The U.S. government has come under criticism from a United Nations human rights expert for its failure to provide adequate protection of women from domestic violence by people they are in a relationship with. The UN Special Rapporteur on the topic of violent acts against women (and their consequences and causes) said the U.S. track record in the area included endemic failures.
She called for further investigation into the problem, and a reexamination of how the U.S. punishes victims in domestic violence crimes, as well as of the protective measures for victims that are currently in place. While family law in the U.S. does provide for the court issuance of orders of protection to battered spouses or cohabitants, she expressed the belief that clearer standards for their enforcement are needed, as well as clear consequences for failure to enforce issued protective orders.
One impetus for the statement was a finding by the Inter-American Commission on Human Rights that a police department failed to protect a woman and her three young daughters against domestic violence by her former husband. While she had a court order of protection against him, and contacted police eight times on two succeeding days because her children were missing, police allegedly took no action.

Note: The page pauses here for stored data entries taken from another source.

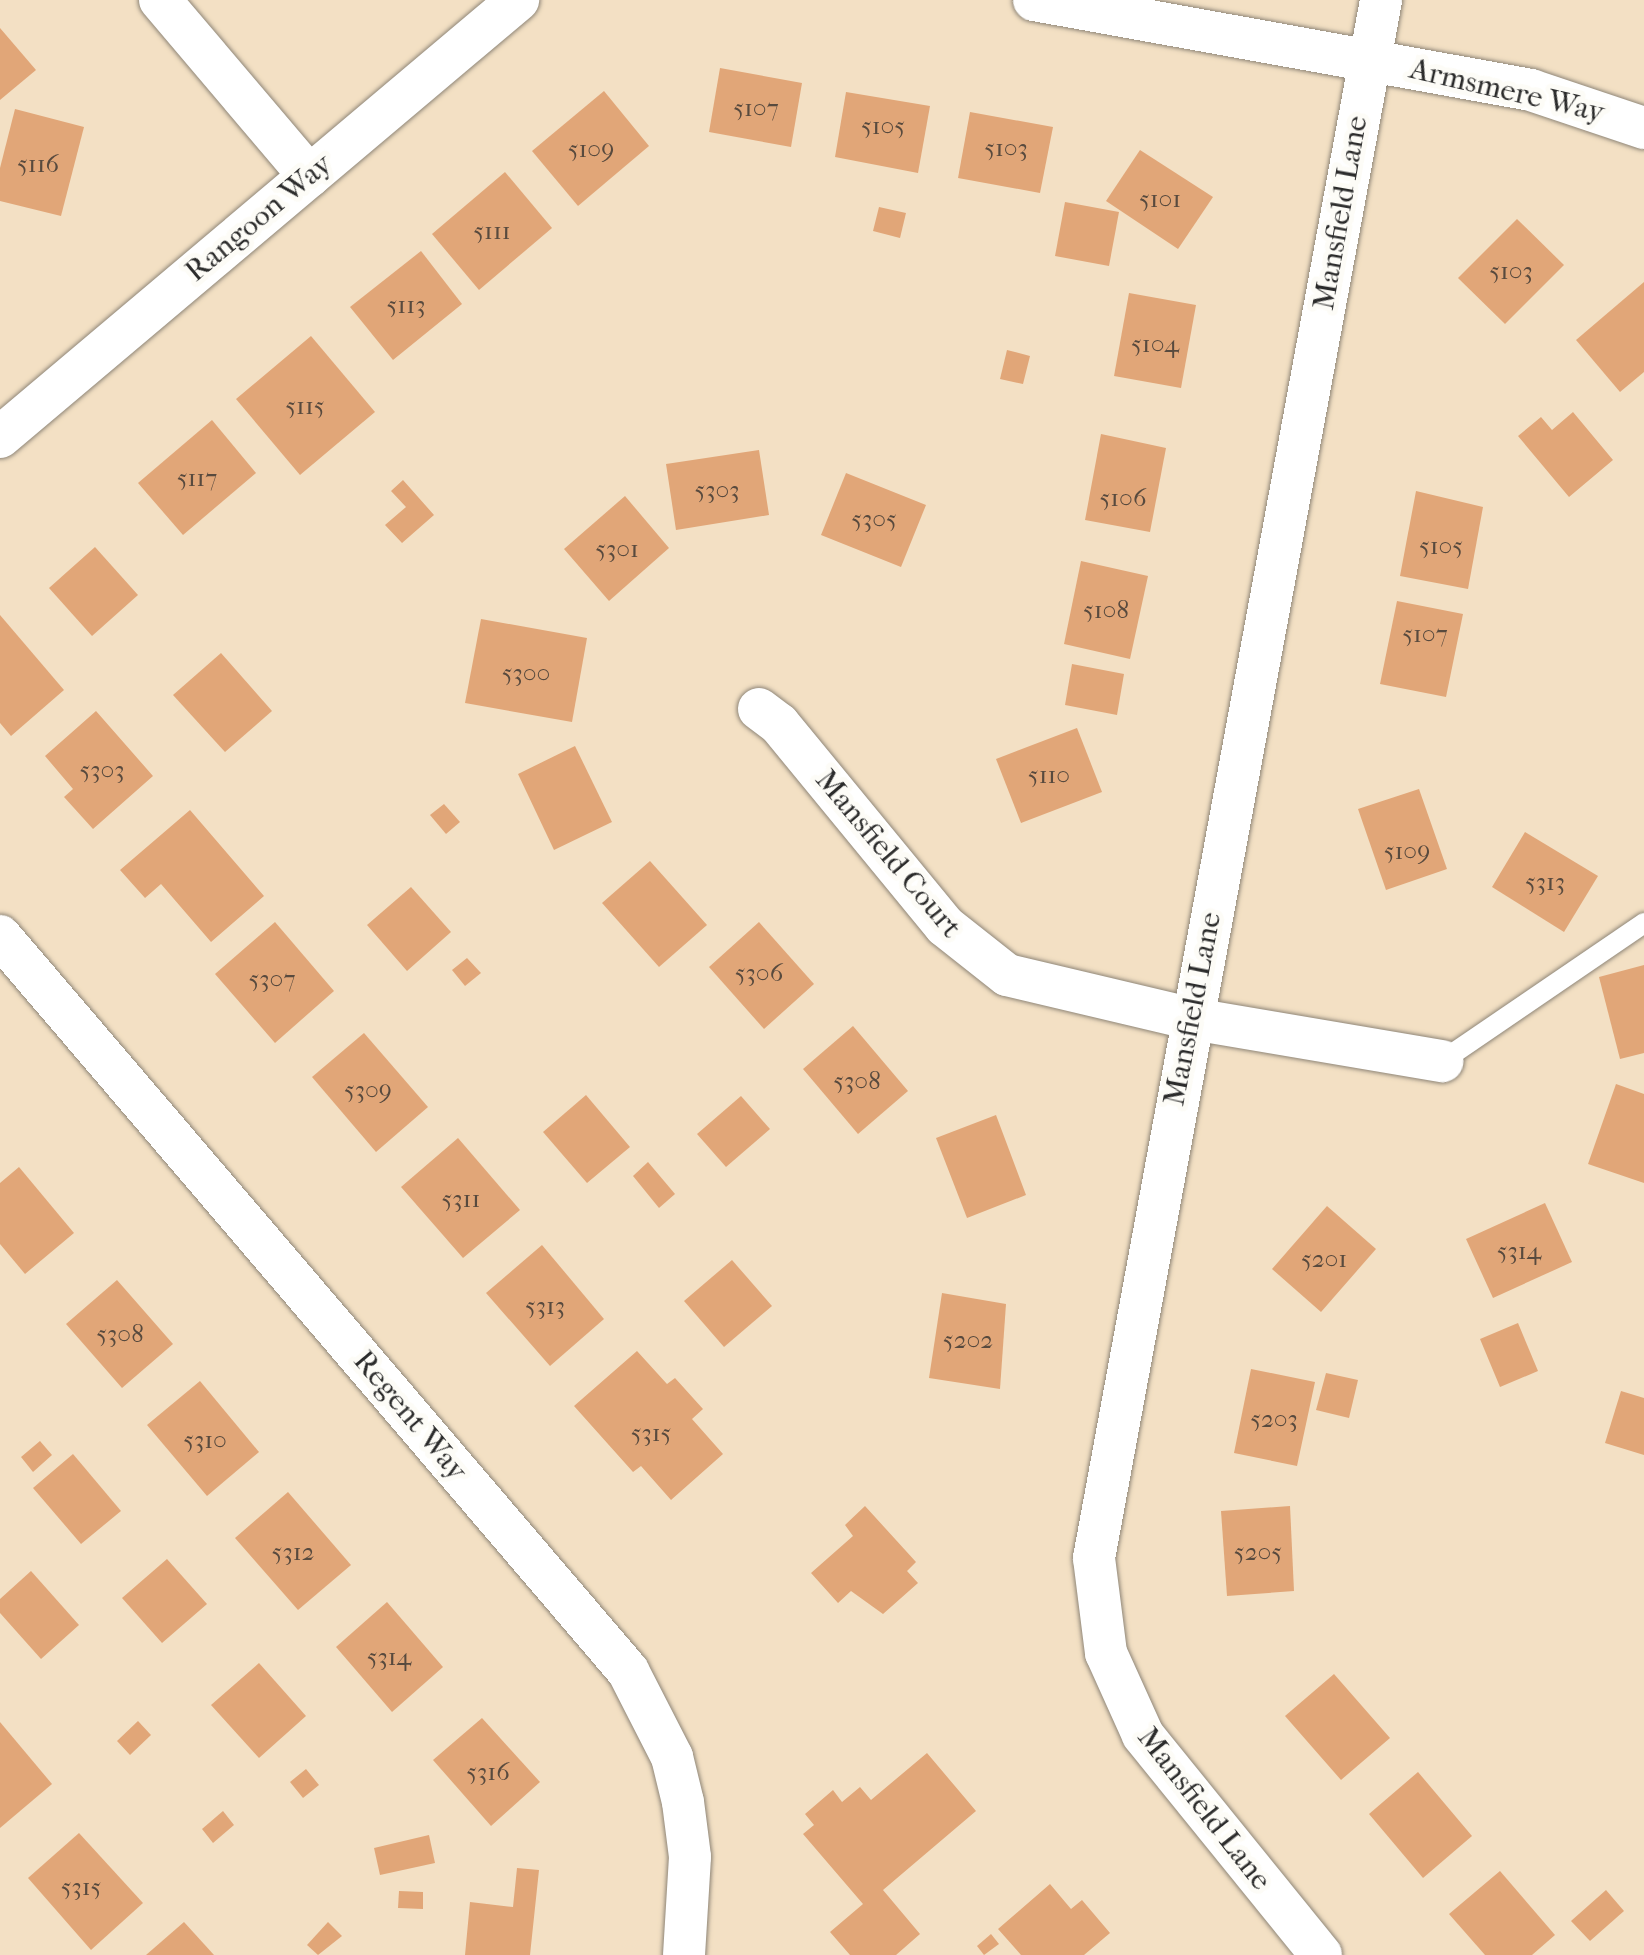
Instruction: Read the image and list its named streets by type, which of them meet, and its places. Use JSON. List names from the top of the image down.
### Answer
{
  "streets": {
    "street": [
      "Armsmere Way",
      "Mansfield Lane",
      "Rangoon Way",
      "Mansfield Court",
      "Regent Way"
    ]
  },
  "crossings": [
    ["Armsmere Way", "Mansfield Lane"],
    ["Mansfield Lane", "Mansfield Court"]
  ],
  "house_numbers": [
    "5107",
    "5105",
    "5103",
    "5109",
    "5116",
    "5101",
    "5111",
    "5103",
    "5113",
    "5104",
    "5115",
    "5117",
    "5303",
    "5106",
    "5305",
    "5105",
    "5301",
    "5108",
    "5107",
    "5300",
    "5303",
    "5110",
    "5109",
    "5313",
    "5306",
    "5307",
    "5308",
    "5309",
    "5311",
    "5314",
    "5201",
    "5313",
    "5308",
    "5202",
    "5203",
    "5315",
    "5310",
    "5312",
    "5205",
    "5314",
    "5316",
    "5315"
  ]
}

The ex-husband then showed up in his pickup truck at the local police department. With the children in his vehicle, he began shooting at the building. In a subsequent gun battle there with police, he was fatally injured, as were the three girls, who were 7, 8, and 10 years old.
The Commission expressed its concern that the police failed to enforce the protective order or thoroughly investigate the woman's complaints.
As this case shows, it is extremely important that law enforcement officers and the courts take cases of domestic violence seriously. Hopefully this call to action will encourage authorities in Louisiana and across the country to provide greater assistance to victims of domestic violence.